(Excerpted records Opens)

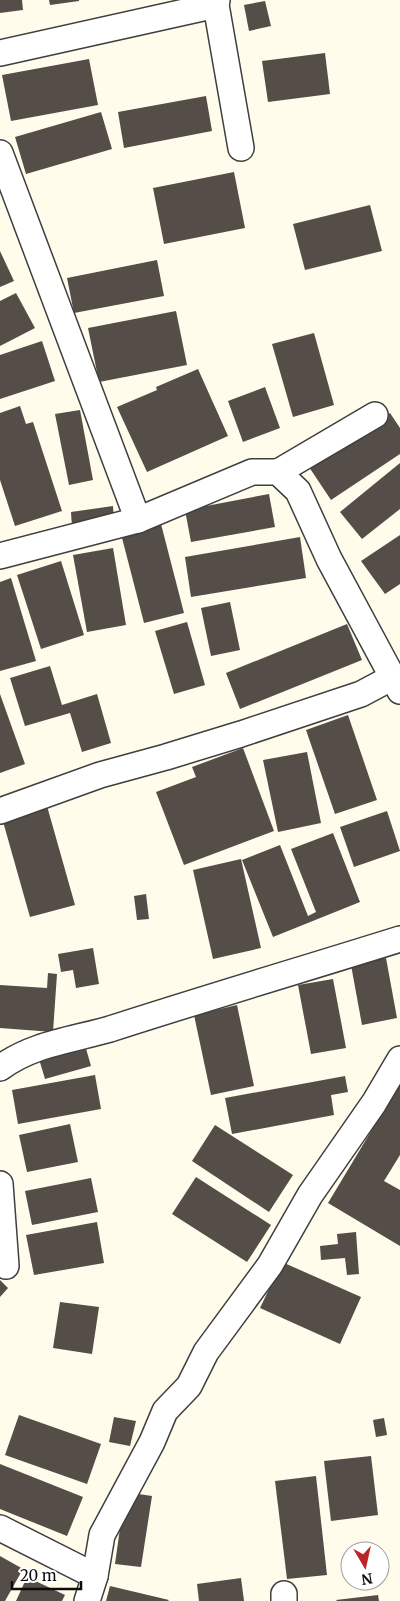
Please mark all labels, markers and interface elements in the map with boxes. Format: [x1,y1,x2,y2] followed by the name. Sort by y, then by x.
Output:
[340,1541,390,1591] north arrow
[12,1558,81,1590] scale bar
[20,1566,57,1585] text: 20 m
[360,1569,374,1589] text: N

(Excerpted records Closes)

What you will do
Return each entry exactly as it appears above, but exclude the pictures.

Response area
Please mark all labels, markers and interface elements in the map with boxes. Format: [x1,y1,x2,y2] followed by the name. Sort by y, then by x.
Output:
[340,1541,390,1591] north arrow
[12,1558,81,1590] scale bar
[20,1566,57,1585] text: 20 m
[360,1569,374,1589] text: N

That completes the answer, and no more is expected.